Supplied data —
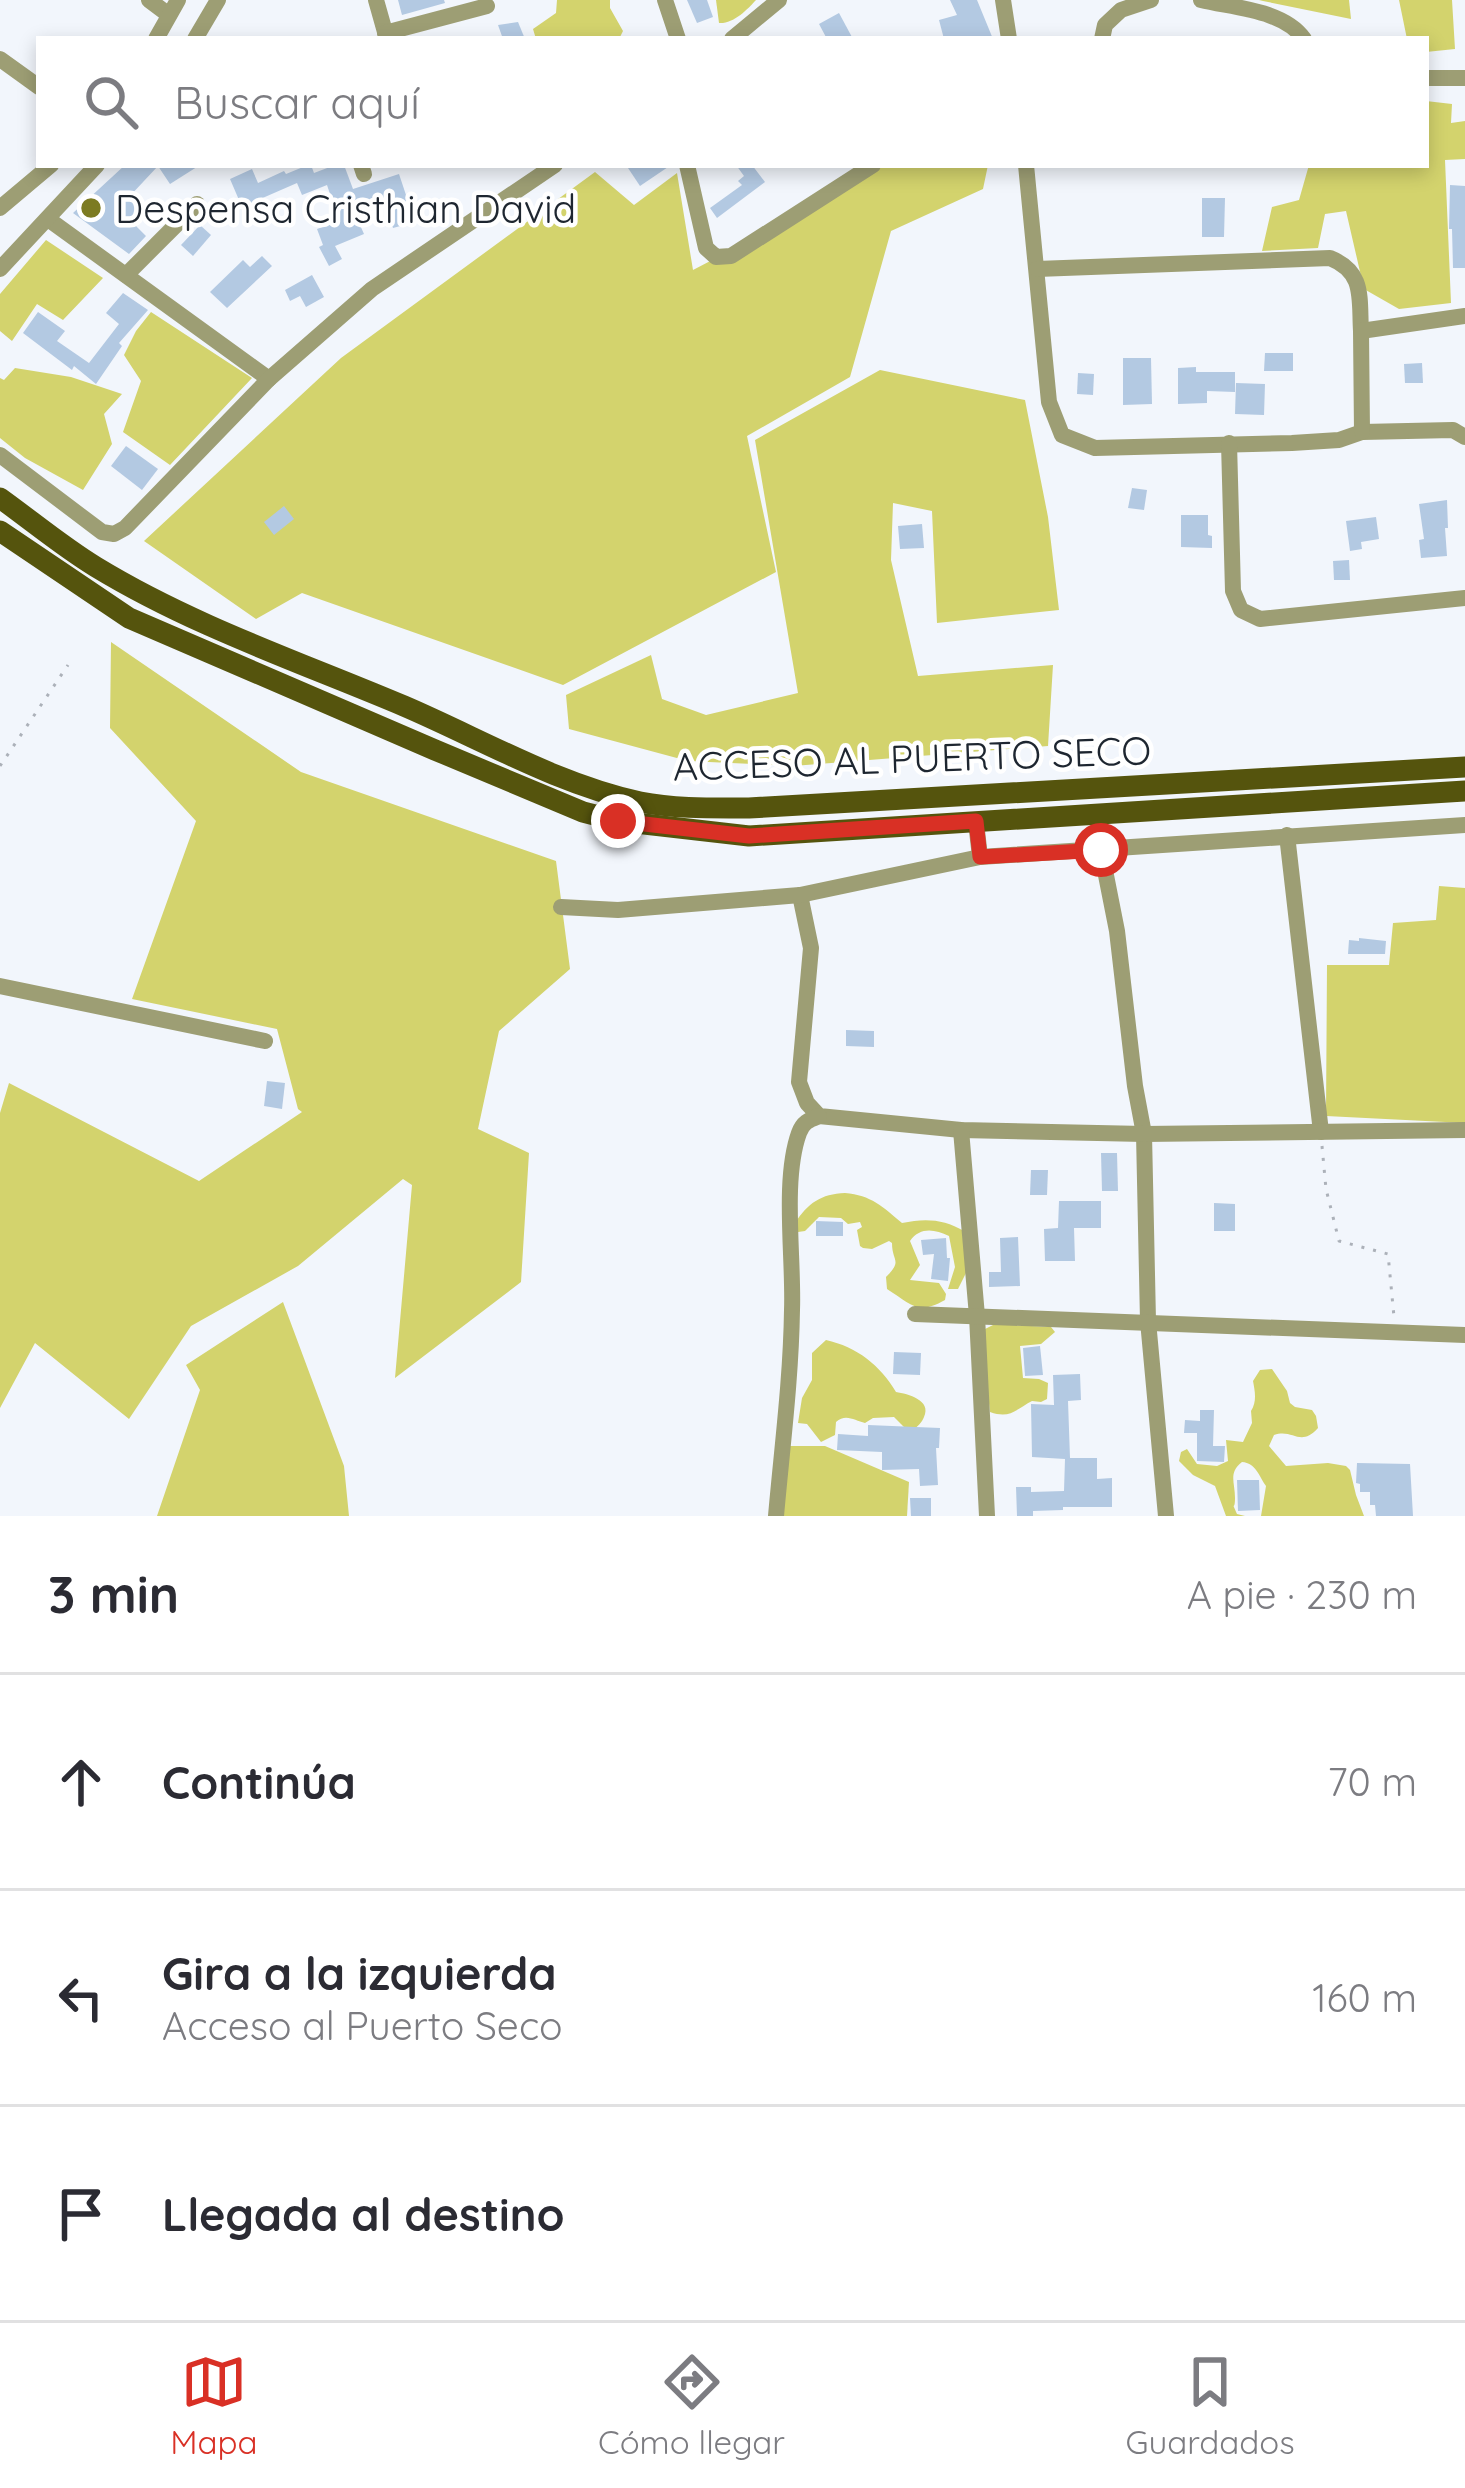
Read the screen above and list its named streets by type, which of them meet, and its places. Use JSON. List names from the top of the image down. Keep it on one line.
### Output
{"streets":{"main road":["ACCESO AL PUERTO SECO"]},"places":["Despensa Cristhian David"],"page":{"search":"Buscar aquí","heading":["3 min","A pie · 230 m"],"list":[["Continúa","70 m"],["Gira a la izquierda","Acceso al Puerto Seco","160 m"],"Llegada al destino"],"nav":["Mapa","Cómo llegar","Guardados"]}}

Exercise goal — None of the pictures should be kept; reproduce all the remaining material exactly.

Completed task —
Read the screen above and list its named streets by type, which of them meet, and its places. Use JSON. List names from the top of the image down. Keep it on one line.
### Output
{"streets":{"main road":["ACCESO AL PUERTO SECO"]},"places":["Despensa Cristhian David"],"page":{"search":"Buscar aquí","heading":["3 min","A pie · 230 m"],"list":[["Continúa","70 m"],["Gira a la izquierda","Acceso al Puerto Seco","160 m"],"Llegada al destino"],"nav":["Mapa","Cómo llegar","Guardados"]}}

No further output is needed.